* _What needs to be done_
Search the material for the string "turn" and reply with how many lines contain it, nothing else.
Records Start Marker
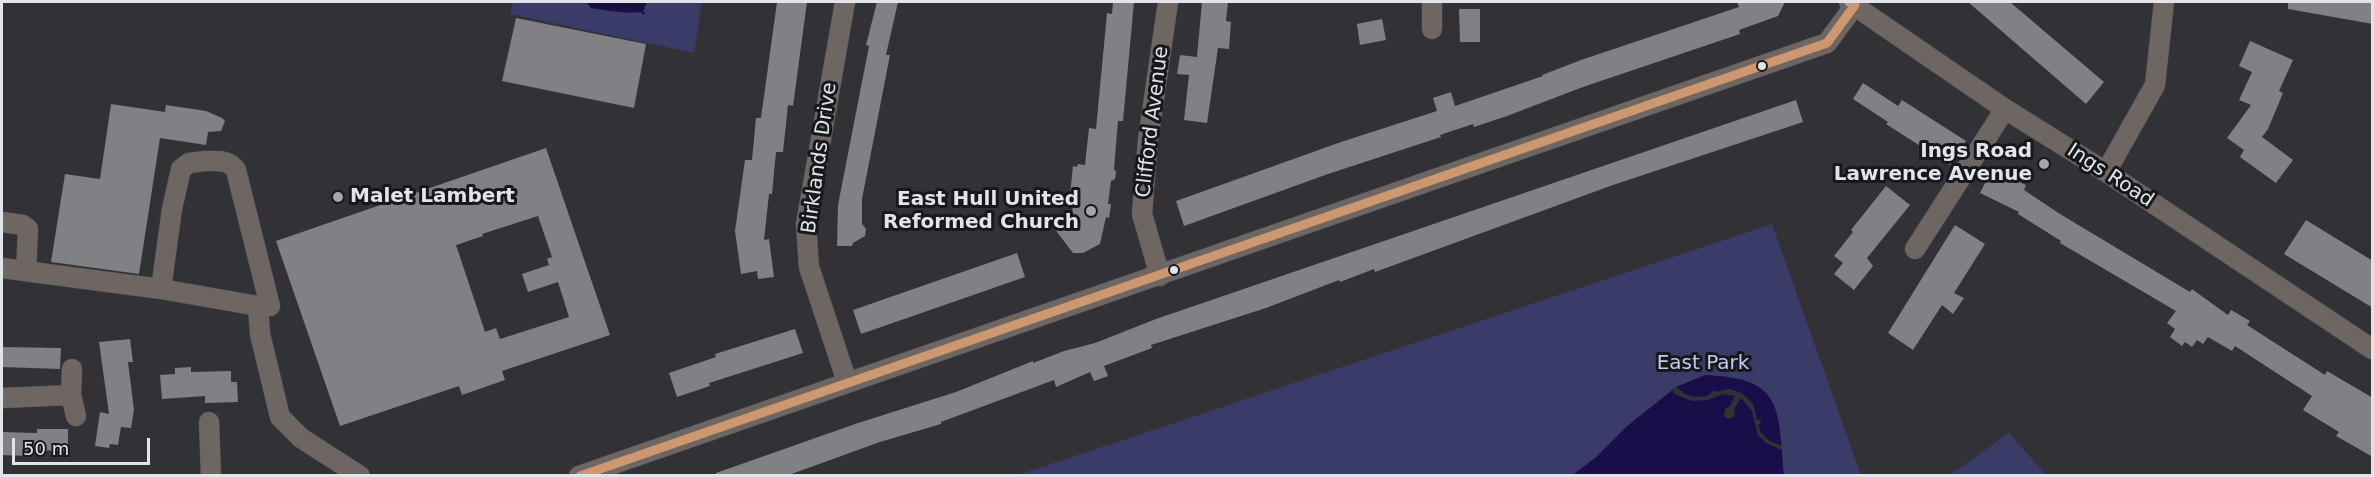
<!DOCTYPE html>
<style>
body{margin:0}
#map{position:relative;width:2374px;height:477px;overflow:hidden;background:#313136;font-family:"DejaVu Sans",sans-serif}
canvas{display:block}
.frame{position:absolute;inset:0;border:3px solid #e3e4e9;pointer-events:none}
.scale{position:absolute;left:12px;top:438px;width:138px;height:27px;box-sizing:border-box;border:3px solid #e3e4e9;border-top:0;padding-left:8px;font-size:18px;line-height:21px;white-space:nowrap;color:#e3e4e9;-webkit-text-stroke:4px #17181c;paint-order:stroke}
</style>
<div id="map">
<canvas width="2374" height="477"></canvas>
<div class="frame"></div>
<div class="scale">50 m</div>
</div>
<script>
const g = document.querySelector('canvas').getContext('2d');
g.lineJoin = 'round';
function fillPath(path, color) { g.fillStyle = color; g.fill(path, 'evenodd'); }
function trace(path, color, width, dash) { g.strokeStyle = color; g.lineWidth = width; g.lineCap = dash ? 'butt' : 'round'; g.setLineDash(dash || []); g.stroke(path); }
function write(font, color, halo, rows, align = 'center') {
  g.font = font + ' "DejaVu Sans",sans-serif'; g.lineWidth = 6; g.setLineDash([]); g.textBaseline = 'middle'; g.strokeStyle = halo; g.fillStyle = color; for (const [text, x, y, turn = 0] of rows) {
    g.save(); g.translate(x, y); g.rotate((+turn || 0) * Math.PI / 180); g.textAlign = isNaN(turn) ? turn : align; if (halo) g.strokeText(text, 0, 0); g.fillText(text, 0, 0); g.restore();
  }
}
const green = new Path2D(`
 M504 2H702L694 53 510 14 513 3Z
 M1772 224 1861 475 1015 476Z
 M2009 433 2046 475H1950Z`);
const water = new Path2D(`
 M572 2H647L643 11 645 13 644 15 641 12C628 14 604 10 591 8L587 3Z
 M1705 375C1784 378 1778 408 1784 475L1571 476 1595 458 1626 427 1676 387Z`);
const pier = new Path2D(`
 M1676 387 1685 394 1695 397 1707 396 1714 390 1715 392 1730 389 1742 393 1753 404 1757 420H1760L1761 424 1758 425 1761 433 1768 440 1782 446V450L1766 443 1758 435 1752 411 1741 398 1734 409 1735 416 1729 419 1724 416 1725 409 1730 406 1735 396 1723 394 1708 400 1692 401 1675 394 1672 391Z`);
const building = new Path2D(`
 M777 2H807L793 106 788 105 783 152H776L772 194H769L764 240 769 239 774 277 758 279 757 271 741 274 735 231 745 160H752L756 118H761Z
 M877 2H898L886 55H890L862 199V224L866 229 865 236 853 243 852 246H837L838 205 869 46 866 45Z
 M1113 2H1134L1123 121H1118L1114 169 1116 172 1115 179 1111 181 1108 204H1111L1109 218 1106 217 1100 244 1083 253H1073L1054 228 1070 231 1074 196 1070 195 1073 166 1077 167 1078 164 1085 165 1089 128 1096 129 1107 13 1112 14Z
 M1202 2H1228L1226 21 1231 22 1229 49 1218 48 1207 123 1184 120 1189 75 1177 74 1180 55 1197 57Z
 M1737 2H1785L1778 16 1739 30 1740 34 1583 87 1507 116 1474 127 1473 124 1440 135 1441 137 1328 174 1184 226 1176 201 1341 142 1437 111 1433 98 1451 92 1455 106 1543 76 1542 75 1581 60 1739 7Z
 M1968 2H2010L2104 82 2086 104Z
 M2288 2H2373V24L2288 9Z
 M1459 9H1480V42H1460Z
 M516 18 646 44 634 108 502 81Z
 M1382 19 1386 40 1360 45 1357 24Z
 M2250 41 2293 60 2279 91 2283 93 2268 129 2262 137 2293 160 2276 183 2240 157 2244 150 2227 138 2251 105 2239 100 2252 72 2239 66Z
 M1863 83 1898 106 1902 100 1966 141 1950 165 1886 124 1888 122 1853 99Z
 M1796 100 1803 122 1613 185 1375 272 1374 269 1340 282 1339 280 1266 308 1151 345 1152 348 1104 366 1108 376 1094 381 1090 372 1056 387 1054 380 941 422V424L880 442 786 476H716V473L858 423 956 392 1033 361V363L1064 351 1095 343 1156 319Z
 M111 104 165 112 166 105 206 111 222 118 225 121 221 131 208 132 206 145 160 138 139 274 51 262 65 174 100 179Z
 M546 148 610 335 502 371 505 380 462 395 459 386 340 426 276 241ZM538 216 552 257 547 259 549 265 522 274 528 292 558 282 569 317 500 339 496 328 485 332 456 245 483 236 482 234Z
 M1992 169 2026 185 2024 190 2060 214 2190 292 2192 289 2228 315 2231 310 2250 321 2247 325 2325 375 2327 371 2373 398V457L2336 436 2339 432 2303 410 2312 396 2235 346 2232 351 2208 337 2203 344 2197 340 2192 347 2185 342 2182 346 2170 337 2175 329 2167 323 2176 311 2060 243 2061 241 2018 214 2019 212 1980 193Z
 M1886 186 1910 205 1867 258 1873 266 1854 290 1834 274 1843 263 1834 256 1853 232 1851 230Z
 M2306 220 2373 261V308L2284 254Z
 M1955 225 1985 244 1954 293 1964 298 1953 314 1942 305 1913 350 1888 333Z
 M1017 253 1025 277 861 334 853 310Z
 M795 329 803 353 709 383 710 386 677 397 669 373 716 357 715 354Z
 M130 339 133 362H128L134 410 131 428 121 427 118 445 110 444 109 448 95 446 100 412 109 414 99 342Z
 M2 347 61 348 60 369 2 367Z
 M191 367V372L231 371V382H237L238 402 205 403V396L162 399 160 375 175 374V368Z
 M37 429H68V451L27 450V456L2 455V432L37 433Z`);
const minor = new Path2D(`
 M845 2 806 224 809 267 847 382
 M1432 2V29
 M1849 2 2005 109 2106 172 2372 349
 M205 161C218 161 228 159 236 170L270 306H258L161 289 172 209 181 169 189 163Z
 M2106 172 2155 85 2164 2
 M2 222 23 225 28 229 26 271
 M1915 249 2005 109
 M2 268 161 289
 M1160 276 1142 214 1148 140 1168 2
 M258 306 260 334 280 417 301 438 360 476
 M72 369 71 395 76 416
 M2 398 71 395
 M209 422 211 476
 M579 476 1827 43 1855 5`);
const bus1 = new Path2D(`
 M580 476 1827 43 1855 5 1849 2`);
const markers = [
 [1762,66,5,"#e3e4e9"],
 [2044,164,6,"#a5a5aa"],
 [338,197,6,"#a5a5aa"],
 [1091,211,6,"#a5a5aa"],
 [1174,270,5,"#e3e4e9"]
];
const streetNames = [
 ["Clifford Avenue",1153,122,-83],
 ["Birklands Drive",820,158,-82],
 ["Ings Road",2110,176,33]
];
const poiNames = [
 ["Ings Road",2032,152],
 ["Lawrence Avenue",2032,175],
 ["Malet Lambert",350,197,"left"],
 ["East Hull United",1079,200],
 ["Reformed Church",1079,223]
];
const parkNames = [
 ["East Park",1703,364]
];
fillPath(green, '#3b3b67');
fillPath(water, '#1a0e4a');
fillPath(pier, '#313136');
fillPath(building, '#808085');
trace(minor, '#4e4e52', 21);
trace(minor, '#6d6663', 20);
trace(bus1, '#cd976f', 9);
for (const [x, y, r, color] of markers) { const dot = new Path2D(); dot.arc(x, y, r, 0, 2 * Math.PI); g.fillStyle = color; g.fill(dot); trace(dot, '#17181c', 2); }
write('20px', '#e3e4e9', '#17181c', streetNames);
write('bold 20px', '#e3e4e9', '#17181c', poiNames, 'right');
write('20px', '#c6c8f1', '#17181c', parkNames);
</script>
Records End Marker
* _Answer below_
2